I am gearing up to head out to the Santa Ana area for a work thing, so I am sending this newsletter out a few days early! Also, I desperately do not want to go to this thing! I am a big baby about solo travel and an even bigger baby when it comes to situations where I have to “network” and “connect” and “talk like a vaguely human person.” Wish me luck!
 
✥  I do the majority of my reading on my tablet now, and I end up highlighting and annotating a lot of stuff in the Kindle app. I always struggled to find all the things I wanted to remember in the app itself, and I just found out you can go to this link to find all your notes and highlights there?! I bet a lot of you already knew that, but it was news to me! I am passing it along in case someone else might find it helpful: https://read.amazon.com/notebook
 
✥  Similarly, I saw someone post this on Threads, and I just tried it! Good to know. Here is an incredible Gmail tip to quickly unsubscribe from all the companies you may have unknowingly subscribed to. Open Gmail in a web browser. Delete everything in the URL after /mail/ and replace it with /mail/#sub
This will open a list of all the companies you are subscribed to for emails, together with an unsubscribe button for each one. 
 
✥ When I was a little girl, I knew there were three things that I wanted to do with my life. I wanted to be a “good cooker” just like my Mawga, write books that people could find in their libraries, and draw flowers. At almost 50, I am confident and capable and more than competent in the kitchen. I have three books you can check out from the library (with a fourth on the way)! But the drawing flowers …I never got around to. 
 
Last month, I mentioned that a friend gifted me some crafty things, stamps, stickers, inks, and various tools. For most of my life, I've been terribly anxious about making any sort of artsy attempts--which is wild, because up until I was about 8-9 years old, I used to draw all the time! I guess this is something we've all experienced to some extent, though? The dawning self-awareness, self-consciousness, comparisons, and pressures, and then all of a sudden the fun thing is just…not…fun anymore? Well, some sort of internal switch has flipped, and I am back to having fun again and trying all the things! For the past month, I've been trying my hand at a little something every day. Here's my first-ever Zentangle attempt! And I also found a little flower drawing workbook that has been super helpful. I am finally making my childhood dream happen, wooooo!
 
✥  I have been seeing a lot of talk about seaweed/kelp noodles, so I thought I might give them a try. I am not a huge pasta fan (I mean it's fine but I would rather have rice or bread) so I don't mind trying different vehicles for the sauce and stuff you might pair with the pasta. These noodles come out of the bag hard and crunchy, but the trick is to soak it in warm water with some lemon juice and baking soda for about 10-15 minutes or so, and give them a little massage.  It loosens up, becomes slippery and velvety, and a bit like glass noodles. Rinse them in cold water and throw them into soups, stir-fries, or whatever. I want to try them next with one of my favorite recipes from Rabbit & Wolves, the creamy miso pasta with caramelized mushrooms. (Some folks compare these to shiratake noodles, and I don't agree with that; my every encounter with those awful smelly wigglers has been comprised of heartache and horror.)
 
  One of my brothers-in-law recently turned us onto this afternoon treat: this Juan Valdez vanilla cinnamon coffee with a packet of this Abuelita Mexican hot chocolate. His wife is from Mexico and they spend a lot of time visiting her family there, so I imagine he must have first found it there…but we have a little Mexican grocery store nearby, and they stock both of these things! And it is SO GOOD, it tastes as good as something you might pay $9 at a coffee shop.
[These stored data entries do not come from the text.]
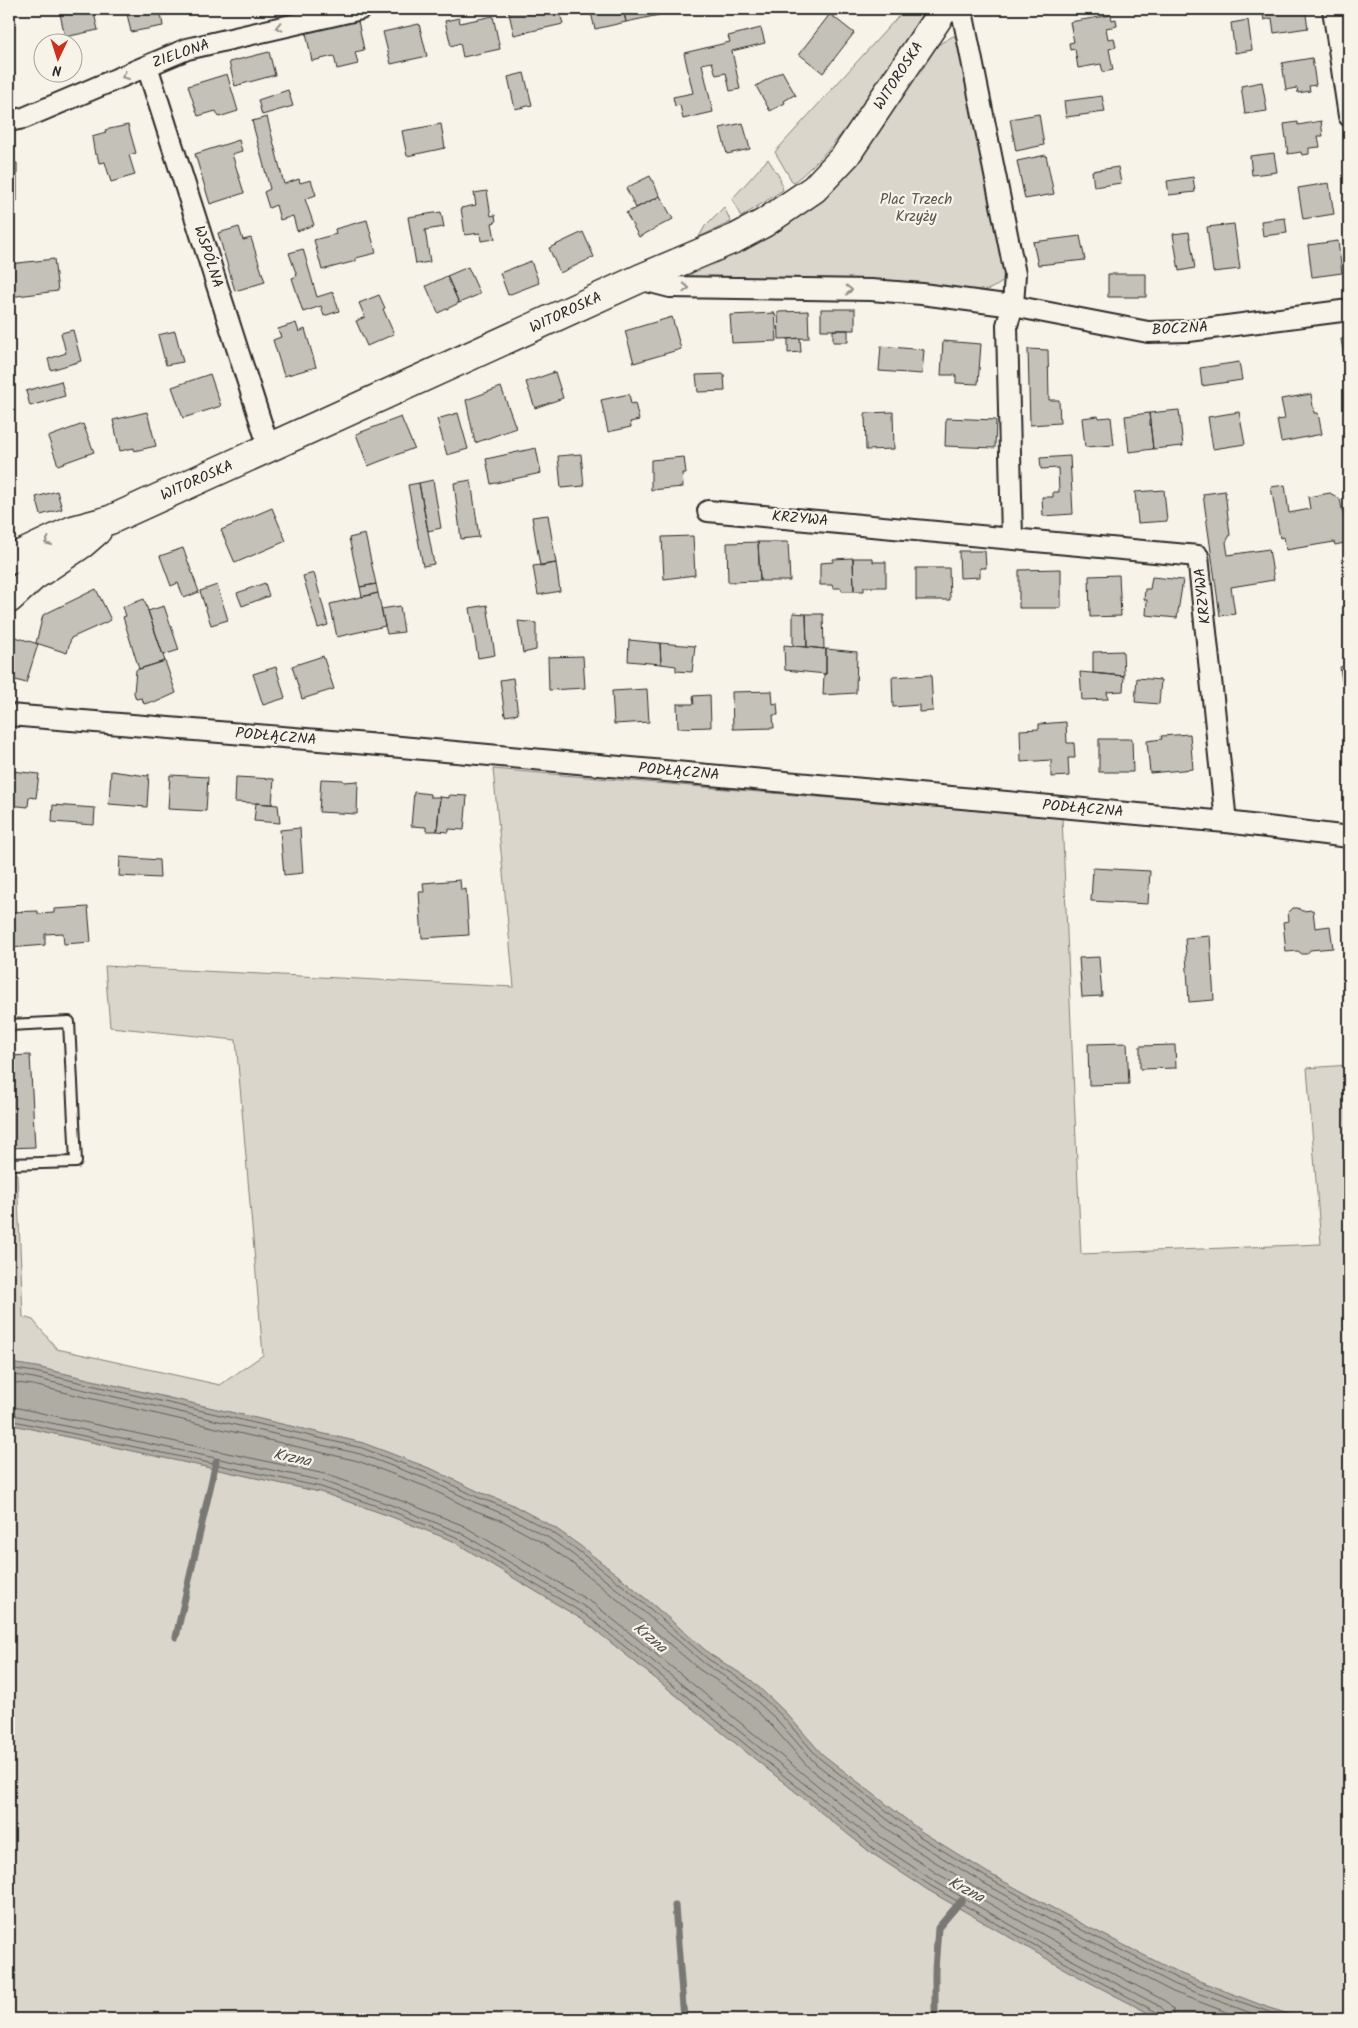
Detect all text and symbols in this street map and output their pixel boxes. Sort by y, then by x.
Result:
one-way arrow [275,21,284,32]
north arrow [32,32,82,82]
street label: ZIELONA [149,33,213,75]
street label: WITOROSKA [868,37,930,115]
text: N [52,59,62,81]
one-way arrow [121,69,130,80]
park label: Plac Trzech Krzyży [880,188,952,229]
street label: WSPÓLNA [187,223,229,291]
one-way arrow [683,283,691,293]
one-way arrow [846,285,853,295]
street label: WITOROSKA [526,286,606,340]
street label: BOCZNA [1151,316,1209,342]
street label: WITOROSKA [157,454,237,508]
street label: KRZYWA [771,505,829,533]
one-way arrow [44,536,53,546]
street label: KRZYWA [1188,567,1218,625]
street label: PODŁĄCZNA [234,721,318,753]
street label: PODŁĄCZNA [637,756,721,788]
street label: PODŁĄCZNA [1041,793,1125,825]
water label: Krzna [271,1442,315,1474]
water label: Krzna [627,1616,674,1661]
water label: Krzna [943,1870,990,1911]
This Engimono Moon Rabbit Incense is some of the most beautiful-smelling incense I have ever found.
 
Hobonichi has got Tomie planners! I got myself one of them, but now I am thinking I should have GOT THEM ALL

A perfume I loved this month: Pigmentarium Murmur is a perfume of Lynchian vacuum and void, the kind where silence and absence are loaded with meaning, even if you have no freaking way to articulate what that meaning is. In 1993, my sister and I cut school one day, unplanned, out of the blue. We drove around the tiny downtown of Daytona Beach (we lived locally) and browsed used bookstores and record shops. Eventually, we got brave enough to peek into Wig Villa, an establishment we'd always been curious about. Disembodied plastic heads lined the walls. The silence was absolute and inexplicably dreadful. Not a soul in the store. Just us and the heads and that weird, empty air. We later arrived home to find several packages on the porch. Our mother had ordered oversized plaster statues of Jesus and Mary from Fingerhut. This felt like a bizarre inevitability. We were not fazed. This day and these moments live in my memory as surreal, dreamlike, slightly nightmarish... but somehow...not bad? Just deeply, impossibly weird. Pigmentarium Murmur smells like my memories of these moments, a little freaky, a little odd, but strangely very dear to my heart. A hollow plastic note (imagine "vanilla doll head" minus the vanilla), a rose that's pale and powdery, almost like makeup dust on porcelain, muted and earnest and lurking but endearing rather than sinister, and a sandalwood that's soft and creaky like old wood, dreamy and worn. All existing together, but also separately, dreamlit portraits at suspended intervals, vacant vignettes, in that teeming emptiness.
 
✥  Two books I read and enjoyed this month…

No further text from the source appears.